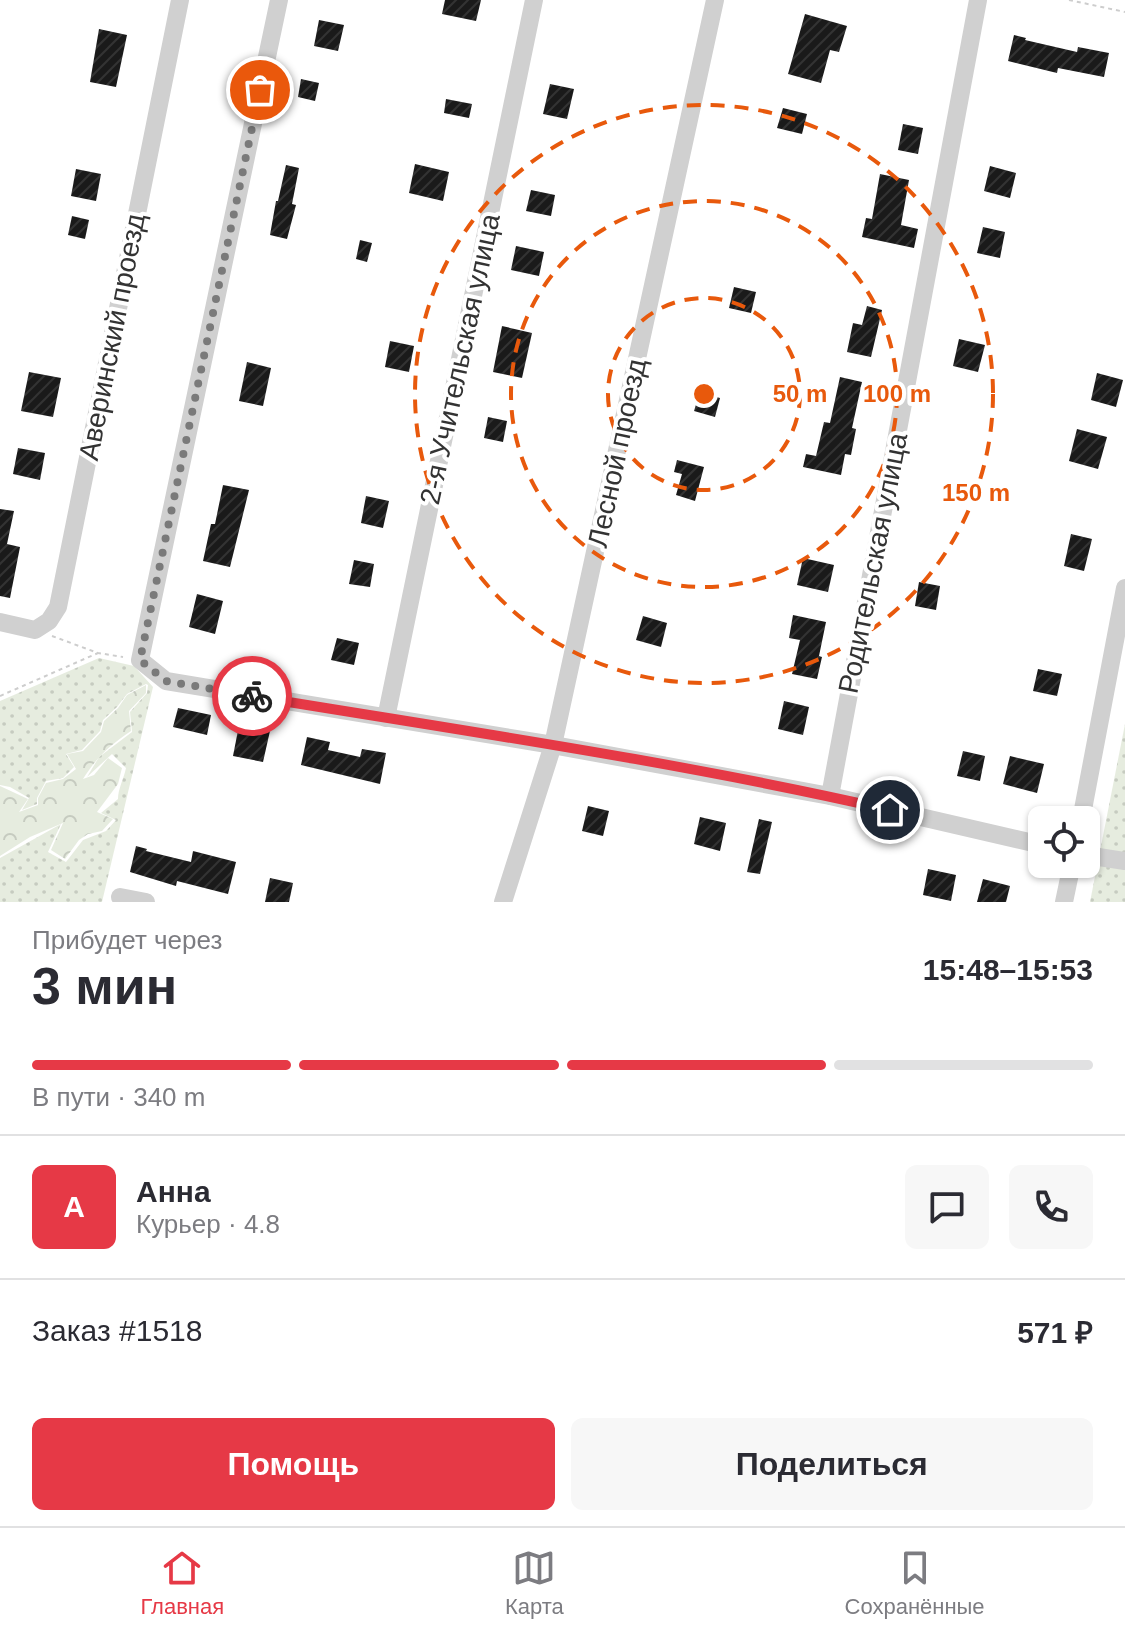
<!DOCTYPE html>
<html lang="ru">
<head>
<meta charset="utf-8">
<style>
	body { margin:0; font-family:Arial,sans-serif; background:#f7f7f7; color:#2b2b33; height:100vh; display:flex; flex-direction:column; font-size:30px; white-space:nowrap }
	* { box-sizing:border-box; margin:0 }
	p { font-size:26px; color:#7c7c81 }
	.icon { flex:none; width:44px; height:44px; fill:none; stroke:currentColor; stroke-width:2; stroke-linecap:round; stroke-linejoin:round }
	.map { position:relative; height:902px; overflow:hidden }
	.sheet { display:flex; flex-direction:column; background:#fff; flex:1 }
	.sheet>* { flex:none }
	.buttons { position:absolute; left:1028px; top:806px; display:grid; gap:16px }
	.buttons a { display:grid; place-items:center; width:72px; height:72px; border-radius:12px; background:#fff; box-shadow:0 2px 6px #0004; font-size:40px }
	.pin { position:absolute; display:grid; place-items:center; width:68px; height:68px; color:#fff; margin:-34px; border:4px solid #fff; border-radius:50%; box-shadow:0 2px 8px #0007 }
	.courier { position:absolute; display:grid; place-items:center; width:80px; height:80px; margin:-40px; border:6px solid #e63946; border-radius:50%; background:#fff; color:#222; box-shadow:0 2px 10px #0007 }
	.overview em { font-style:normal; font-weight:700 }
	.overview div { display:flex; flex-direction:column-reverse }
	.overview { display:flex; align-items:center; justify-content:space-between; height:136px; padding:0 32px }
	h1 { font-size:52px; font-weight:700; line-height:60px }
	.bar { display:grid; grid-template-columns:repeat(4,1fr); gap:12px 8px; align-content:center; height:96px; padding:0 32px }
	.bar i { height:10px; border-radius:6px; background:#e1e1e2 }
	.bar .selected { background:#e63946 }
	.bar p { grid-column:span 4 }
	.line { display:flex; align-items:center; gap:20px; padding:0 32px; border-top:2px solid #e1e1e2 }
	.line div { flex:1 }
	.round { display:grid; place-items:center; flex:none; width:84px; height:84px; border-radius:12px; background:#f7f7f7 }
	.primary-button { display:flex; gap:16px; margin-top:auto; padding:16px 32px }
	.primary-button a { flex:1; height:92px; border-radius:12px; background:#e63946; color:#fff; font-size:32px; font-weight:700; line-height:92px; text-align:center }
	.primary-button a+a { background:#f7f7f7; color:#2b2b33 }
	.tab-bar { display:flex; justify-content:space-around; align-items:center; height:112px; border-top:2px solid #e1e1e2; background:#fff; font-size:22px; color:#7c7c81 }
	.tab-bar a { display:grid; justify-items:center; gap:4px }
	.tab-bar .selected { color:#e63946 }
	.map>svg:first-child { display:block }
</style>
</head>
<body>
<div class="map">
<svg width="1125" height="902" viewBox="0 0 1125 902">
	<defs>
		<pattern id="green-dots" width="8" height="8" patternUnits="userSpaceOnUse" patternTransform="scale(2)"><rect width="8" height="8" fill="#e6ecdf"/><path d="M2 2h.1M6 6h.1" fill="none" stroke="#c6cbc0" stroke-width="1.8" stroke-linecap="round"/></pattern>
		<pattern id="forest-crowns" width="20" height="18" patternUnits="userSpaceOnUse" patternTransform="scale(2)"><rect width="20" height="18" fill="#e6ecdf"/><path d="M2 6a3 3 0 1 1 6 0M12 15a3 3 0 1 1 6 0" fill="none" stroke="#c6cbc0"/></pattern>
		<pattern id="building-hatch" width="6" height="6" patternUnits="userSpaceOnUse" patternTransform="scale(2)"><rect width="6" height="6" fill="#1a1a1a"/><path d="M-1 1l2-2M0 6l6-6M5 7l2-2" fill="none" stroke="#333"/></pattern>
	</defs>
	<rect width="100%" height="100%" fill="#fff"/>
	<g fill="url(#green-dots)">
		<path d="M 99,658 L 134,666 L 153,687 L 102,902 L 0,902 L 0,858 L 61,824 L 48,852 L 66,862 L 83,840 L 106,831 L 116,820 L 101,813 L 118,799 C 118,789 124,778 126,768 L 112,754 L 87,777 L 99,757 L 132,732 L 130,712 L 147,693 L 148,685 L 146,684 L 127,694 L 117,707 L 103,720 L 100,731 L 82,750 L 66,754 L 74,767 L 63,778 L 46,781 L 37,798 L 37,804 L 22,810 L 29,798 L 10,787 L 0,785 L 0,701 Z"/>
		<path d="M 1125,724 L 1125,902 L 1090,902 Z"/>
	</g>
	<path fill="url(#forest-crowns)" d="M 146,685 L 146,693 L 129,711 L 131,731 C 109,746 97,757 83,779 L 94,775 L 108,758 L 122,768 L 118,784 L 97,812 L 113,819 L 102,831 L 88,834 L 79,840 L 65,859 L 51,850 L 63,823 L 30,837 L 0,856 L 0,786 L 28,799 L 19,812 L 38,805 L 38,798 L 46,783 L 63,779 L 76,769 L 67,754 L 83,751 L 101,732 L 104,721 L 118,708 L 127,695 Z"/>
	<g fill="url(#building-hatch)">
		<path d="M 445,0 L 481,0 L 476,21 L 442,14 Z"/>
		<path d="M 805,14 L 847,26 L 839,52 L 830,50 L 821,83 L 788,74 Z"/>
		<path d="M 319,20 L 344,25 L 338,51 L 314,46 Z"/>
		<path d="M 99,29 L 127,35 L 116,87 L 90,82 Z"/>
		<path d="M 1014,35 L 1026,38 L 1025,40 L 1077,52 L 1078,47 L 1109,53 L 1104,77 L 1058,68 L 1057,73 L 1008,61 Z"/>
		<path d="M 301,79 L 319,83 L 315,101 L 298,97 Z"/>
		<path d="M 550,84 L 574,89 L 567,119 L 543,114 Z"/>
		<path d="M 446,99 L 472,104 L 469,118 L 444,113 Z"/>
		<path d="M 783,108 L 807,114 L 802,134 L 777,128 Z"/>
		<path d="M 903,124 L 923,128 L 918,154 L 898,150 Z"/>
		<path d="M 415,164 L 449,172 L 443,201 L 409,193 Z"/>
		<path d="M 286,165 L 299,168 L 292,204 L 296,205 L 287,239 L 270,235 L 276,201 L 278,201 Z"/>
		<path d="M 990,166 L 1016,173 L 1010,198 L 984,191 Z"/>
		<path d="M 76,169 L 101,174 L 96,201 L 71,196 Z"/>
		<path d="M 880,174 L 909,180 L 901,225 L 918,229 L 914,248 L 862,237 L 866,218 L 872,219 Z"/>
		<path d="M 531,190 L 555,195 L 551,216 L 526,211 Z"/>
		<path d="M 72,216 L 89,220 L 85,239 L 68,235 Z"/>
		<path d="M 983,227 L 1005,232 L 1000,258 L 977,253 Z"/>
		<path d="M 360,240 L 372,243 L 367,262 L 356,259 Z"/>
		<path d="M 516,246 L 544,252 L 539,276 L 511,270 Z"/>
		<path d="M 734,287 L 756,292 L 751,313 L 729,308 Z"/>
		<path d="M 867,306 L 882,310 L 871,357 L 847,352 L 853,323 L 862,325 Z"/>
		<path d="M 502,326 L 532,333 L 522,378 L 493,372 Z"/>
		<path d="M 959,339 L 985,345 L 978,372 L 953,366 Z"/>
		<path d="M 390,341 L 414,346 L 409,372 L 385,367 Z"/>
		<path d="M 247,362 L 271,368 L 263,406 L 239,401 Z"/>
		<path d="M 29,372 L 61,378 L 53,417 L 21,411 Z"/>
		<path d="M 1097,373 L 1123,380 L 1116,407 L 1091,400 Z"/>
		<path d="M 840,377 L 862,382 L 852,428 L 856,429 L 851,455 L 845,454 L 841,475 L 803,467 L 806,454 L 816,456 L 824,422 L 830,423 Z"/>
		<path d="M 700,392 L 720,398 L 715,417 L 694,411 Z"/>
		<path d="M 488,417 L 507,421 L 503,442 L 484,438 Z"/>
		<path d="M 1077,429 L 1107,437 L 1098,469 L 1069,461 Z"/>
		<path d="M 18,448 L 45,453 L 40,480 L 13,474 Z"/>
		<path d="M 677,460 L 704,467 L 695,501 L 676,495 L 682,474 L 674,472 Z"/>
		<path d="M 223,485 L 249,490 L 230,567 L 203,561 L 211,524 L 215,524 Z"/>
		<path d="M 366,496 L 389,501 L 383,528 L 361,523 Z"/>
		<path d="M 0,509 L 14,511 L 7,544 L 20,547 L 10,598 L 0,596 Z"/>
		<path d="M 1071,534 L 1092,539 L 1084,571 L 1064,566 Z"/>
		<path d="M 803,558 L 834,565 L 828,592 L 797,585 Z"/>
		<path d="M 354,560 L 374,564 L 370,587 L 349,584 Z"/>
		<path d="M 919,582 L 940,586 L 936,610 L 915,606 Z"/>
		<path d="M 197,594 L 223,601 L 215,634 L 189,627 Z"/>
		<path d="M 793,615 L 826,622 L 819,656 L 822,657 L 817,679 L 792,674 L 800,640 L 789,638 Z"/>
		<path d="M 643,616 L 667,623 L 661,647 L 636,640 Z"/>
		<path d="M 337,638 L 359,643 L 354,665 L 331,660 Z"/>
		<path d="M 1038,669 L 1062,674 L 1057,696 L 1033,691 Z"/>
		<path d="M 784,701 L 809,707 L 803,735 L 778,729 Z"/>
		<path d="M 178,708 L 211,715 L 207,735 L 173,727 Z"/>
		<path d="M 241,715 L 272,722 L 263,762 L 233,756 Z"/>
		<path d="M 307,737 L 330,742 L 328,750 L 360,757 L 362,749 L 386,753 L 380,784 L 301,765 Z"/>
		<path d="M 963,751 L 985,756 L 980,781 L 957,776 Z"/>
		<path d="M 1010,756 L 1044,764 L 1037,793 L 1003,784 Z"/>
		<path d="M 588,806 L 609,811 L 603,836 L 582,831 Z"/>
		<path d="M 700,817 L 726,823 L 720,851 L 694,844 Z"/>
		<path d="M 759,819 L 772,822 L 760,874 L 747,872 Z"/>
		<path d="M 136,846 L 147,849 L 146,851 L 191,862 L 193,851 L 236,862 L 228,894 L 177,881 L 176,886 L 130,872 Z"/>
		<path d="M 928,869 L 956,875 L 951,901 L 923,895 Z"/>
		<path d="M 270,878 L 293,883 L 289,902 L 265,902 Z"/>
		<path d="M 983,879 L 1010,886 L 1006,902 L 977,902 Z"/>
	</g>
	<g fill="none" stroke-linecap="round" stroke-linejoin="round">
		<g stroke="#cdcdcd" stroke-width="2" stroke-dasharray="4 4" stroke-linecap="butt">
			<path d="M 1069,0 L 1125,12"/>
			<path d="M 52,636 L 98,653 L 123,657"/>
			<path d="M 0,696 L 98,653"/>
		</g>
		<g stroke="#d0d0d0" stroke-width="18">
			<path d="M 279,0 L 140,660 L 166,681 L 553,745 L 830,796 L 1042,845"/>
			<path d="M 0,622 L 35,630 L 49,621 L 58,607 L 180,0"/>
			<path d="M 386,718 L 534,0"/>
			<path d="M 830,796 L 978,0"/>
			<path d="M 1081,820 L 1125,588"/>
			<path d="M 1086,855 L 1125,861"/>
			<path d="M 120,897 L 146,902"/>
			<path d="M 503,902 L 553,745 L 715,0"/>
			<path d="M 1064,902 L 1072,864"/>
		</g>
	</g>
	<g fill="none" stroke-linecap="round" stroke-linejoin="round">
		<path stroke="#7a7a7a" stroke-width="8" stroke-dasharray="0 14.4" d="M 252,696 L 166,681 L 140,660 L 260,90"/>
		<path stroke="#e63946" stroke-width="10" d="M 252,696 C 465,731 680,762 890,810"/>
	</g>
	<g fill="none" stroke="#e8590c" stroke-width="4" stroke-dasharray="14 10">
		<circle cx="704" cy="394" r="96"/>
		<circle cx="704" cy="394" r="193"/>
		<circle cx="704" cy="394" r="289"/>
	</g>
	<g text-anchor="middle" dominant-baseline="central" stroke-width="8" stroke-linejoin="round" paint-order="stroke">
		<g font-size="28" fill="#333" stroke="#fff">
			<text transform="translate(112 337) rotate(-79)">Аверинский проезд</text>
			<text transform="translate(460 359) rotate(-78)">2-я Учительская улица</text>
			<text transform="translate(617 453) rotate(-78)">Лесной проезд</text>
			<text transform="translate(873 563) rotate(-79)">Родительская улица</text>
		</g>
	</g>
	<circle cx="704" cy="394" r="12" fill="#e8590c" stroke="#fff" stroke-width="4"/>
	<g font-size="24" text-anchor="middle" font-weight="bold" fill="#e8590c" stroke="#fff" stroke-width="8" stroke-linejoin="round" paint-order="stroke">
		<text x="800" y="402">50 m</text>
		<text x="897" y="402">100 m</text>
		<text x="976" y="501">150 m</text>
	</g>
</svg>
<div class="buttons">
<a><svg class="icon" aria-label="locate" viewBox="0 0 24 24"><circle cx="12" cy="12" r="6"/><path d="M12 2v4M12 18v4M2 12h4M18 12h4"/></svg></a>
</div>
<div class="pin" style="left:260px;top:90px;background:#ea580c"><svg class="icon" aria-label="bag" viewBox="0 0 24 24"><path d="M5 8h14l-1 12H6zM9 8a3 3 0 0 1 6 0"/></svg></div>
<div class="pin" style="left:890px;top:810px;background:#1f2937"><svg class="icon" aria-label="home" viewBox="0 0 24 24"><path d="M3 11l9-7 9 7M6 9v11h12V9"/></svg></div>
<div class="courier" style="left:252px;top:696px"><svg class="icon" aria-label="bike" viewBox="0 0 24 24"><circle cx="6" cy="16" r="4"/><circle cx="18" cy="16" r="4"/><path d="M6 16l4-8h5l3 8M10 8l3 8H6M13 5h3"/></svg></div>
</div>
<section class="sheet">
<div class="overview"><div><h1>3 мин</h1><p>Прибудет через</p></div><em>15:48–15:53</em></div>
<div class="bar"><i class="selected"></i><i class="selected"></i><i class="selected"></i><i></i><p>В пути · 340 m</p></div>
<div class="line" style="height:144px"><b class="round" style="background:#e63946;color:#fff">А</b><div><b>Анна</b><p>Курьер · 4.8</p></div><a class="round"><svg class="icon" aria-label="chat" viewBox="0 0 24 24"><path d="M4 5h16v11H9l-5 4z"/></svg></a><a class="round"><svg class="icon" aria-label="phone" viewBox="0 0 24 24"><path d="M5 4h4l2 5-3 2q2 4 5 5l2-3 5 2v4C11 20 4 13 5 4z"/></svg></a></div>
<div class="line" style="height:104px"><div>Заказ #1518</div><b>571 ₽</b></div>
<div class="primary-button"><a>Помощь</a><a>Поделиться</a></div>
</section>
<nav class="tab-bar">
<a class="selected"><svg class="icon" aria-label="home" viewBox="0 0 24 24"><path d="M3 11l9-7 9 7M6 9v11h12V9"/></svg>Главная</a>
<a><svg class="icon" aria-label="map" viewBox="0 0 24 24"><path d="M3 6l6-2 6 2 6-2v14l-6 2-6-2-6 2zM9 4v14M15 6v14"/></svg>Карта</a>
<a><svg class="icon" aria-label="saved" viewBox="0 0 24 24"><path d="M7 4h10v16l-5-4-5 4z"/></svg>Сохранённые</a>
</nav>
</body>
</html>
★ ★ ★
What is needed => Look over the records above, and wherever a line contains the string "buttons", copy that line.

Task result =>
	.buttons { position:absolute; left:1028px; top:806px; display:grid; gap:16px }
	.buttons a { display:grid; place-items:center; width:72px; height:72px; border-radius:12px; background:#fff; box-shadow:0 2px 6px #0004; font-size:40px }
<div class="buttons">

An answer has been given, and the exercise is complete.